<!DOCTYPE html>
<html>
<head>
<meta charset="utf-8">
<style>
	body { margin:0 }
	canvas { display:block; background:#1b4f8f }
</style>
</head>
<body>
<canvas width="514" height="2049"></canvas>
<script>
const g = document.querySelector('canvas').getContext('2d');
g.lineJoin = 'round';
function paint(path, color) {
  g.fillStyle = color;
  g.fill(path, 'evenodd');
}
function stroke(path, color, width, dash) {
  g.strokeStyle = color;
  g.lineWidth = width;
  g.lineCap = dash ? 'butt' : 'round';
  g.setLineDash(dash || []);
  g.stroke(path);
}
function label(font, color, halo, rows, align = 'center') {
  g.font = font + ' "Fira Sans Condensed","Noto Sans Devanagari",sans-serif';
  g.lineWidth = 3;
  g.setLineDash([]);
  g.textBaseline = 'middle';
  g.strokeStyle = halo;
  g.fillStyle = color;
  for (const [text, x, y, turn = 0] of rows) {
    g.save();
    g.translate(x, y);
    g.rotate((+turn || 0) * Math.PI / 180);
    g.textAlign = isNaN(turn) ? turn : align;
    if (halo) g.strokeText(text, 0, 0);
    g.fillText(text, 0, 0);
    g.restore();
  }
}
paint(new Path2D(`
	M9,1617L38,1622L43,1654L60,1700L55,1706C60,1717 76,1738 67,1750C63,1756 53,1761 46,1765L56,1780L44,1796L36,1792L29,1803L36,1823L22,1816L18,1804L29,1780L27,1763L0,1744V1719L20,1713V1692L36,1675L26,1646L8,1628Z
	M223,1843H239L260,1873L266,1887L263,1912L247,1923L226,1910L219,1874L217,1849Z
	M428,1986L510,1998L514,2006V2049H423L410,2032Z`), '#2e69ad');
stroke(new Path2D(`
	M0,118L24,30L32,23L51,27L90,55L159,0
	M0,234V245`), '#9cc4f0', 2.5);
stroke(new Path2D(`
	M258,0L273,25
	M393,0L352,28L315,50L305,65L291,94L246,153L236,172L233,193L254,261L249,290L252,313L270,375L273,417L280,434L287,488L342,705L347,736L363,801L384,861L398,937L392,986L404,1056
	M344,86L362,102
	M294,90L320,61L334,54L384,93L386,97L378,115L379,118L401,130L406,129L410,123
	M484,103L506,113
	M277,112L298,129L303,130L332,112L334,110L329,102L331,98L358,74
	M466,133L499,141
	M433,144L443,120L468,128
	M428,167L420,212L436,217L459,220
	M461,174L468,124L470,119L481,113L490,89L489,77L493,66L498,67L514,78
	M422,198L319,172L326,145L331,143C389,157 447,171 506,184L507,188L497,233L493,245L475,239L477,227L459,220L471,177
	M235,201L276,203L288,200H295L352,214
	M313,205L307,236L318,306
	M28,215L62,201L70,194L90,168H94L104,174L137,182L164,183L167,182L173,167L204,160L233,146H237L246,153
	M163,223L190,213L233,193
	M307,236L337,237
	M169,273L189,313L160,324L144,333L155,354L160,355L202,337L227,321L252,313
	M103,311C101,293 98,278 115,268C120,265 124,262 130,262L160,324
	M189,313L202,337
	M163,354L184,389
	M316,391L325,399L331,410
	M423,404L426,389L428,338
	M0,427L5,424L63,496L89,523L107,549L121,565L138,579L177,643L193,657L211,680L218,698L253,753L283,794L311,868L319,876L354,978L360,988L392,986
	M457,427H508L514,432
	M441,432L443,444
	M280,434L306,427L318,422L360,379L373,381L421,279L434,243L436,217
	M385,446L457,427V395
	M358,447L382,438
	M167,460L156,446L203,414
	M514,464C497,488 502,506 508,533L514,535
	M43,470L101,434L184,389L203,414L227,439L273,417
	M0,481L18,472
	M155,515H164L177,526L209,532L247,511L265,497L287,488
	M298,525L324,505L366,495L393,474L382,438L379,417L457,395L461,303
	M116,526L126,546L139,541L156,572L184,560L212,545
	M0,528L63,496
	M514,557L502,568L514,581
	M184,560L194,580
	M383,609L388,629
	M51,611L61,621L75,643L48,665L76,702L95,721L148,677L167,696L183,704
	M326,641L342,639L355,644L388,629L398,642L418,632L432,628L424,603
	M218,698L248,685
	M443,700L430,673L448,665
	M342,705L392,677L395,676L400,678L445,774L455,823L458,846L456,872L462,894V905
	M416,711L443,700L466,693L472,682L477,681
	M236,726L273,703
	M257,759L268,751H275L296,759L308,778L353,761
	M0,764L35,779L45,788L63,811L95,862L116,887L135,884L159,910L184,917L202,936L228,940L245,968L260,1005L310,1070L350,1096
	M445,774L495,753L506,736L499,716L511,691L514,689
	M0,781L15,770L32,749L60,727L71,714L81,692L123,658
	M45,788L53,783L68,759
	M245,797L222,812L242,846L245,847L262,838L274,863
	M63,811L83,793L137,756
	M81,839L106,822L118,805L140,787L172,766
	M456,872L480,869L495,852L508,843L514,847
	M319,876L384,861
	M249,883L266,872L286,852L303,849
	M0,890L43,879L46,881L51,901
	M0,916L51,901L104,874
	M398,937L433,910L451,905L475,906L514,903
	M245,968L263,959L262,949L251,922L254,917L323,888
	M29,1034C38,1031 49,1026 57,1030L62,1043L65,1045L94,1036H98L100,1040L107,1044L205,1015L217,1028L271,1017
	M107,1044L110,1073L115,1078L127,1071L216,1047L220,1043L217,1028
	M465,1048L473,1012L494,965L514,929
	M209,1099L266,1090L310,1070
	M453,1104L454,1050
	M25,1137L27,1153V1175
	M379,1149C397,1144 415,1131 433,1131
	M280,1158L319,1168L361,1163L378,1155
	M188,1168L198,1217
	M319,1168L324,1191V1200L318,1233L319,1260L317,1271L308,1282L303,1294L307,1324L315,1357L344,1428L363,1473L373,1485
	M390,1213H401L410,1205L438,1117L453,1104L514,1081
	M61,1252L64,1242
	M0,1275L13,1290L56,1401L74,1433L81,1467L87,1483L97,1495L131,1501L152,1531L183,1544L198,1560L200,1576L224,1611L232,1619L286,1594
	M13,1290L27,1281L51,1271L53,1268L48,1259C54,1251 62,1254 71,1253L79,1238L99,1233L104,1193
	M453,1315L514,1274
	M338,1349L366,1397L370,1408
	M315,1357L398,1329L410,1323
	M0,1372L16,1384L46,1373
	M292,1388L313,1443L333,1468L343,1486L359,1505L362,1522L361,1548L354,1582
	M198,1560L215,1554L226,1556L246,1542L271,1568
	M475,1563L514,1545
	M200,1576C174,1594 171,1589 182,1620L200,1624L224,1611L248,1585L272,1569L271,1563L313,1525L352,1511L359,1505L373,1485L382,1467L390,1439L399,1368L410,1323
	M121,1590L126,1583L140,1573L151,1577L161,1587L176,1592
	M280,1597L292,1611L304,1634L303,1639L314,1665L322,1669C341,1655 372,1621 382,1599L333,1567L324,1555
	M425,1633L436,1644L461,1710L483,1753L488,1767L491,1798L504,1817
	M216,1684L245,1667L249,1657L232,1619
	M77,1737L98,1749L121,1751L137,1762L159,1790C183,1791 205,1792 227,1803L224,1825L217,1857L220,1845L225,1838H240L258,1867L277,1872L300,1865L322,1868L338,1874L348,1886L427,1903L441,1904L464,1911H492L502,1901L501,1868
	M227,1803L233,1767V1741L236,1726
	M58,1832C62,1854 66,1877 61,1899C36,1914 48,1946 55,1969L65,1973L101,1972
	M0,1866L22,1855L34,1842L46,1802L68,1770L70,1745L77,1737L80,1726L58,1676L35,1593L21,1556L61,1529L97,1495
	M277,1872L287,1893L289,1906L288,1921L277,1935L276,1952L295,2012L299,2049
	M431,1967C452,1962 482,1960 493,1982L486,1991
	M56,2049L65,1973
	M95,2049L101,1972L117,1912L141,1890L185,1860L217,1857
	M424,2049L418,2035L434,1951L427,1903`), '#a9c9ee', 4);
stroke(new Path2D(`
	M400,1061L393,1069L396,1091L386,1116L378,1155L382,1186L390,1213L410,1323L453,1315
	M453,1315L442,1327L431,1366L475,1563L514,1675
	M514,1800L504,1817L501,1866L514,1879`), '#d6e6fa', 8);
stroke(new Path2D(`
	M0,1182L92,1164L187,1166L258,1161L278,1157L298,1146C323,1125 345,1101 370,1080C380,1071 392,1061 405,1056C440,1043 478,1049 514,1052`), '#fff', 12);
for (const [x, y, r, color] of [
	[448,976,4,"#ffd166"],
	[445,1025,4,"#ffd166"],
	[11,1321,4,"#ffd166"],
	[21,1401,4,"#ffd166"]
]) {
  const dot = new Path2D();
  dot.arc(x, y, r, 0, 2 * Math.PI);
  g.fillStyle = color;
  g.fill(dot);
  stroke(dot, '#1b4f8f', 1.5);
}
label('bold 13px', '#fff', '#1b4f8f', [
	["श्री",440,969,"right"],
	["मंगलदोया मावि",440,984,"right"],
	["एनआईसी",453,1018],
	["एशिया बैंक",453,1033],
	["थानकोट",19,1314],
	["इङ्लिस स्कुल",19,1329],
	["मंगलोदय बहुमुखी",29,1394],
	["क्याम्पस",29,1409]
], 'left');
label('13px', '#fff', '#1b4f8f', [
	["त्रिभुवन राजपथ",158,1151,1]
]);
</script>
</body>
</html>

★ ★ ★ ★ ★ ★ ★

Goal of the exercise:
Would you print exactly, and only, the lines of the data above from the line with "g.textAlign = isNaN(turn) ? turn : align;" through the line with "76,1738 67,1750C63,1756 53,1761", inclusive?

Task result:
    g.textAlign = isNaN(turn) ? turn : align;
    if (halo) g.strokeText(text, 0, 0);
    g.fillText(text, 0, 0);
    g.restore();
  }
}
paint(new Path2D(`
	M9,1617L38,1622L43,1654L60,1700L55,1706C60,1717 76,1738 67,1750C63,1756 53,1761 46,1765L56,1780L44,1796L36,1792L29,1803L36,1823L22,1816L18,1804L29,1780L27,1763L0,1744V1719L20,1713V1692L36,1675L26,1646L8,1628Z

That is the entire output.